WHAT IS BEING ASKED –
Write exactly, with no line omitted or added, the span beginning at the line that holds "Build a gazetteer" and ending at the last line of the records.
RECORD EXCERPTS START
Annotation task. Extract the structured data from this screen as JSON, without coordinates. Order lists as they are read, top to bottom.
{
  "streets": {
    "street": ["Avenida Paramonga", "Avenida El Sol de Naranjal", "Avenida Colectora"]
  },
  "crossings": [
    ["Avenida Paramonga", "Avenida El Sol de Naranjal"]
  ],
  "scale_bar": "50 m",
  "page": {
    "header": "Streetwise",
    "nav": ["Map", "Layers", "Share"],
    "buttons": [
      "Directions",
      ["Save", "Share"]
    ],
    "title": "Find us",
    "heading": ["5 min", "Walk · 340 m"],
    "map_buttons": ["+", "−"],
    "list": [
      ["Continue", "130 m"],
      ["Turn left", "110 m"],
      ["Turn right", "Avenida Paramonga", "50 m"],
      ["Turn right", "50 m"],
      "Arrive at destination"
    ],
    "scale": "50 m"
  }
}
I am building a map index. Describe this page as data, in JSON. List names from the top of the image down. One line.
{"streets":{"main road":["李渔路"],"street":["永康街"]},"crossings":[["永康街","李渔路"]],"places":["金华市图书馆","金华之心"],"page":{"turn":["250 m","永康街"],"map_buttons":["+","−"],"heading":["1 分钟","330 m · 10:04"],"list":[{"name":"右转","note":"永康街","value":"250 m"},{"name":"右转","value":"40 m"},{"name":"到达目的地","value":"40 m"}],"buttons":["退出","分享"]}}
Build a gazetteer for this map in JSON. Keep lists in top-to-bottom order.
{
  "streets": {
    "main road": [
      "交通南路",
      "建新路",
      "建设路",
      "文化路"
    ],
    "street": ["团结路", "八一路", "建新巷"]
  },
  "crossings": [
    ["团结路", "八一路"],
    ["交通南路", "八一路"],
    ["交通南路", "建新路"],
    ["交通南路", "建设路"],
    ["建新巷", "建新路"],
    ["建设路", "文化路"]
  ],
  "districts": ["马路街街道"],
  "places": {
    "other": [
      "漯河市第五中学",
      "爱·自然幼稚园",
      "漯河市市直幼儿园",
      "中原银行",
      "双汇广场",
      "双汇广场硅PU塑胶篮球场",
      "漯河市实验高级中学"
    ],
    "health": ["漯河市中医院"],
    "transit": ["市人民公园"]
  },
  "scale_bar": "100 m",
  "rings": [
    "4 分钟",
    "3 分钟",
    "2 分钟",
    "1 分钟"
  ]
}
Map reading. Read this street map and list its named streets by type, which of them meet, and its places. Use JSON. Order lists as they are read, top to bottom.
RECORD EXCERPTS END
SOLUTION TO THIS PROBLEM –
Build a gazetteer for this map in JSON. Keep lists in top-to-bottom order.
{
  "streets": {
    "main road": [
      "交通南路",
      "建新路",
      "建设路",
      "文化路"
    ],
    "street": ["团结路", "八一路", "建新巷"]
  },
  "crossings": [
    ["团结路", "八一路"],
    ["交通南路", "八一路"],
    ["交通南路", "建新路"],
    ["交通南路", "建设路"],
    ["建新巷", "建新路"],
    ["建设路", "文化路"]
  ],
  "districts": ["马路街街道"],
  "places": {
    "other": [
      "漯河市第五中学",
      "爱·自然幼稚园",
      "漯河市市直幼儿园",
      "中原银行",
      "双汇广场",
      "双汇广场硅PU塑胶篮球场",
      "漯河市实验高级中学"
    ],
    "health": ["漯河市中医院"],
    "transit": ["市人民公园"]
  },
  "scale_bar": "100 m",
  "rings": [
    "4 分钟",
    "3 分钟",
    "2 分钟",
    "1 分钟"
  ]
}
Map reading. Read this street map and list its named streets by type, which of them meet, and its places. Use JSON. Order lists as they are read, top to bottom.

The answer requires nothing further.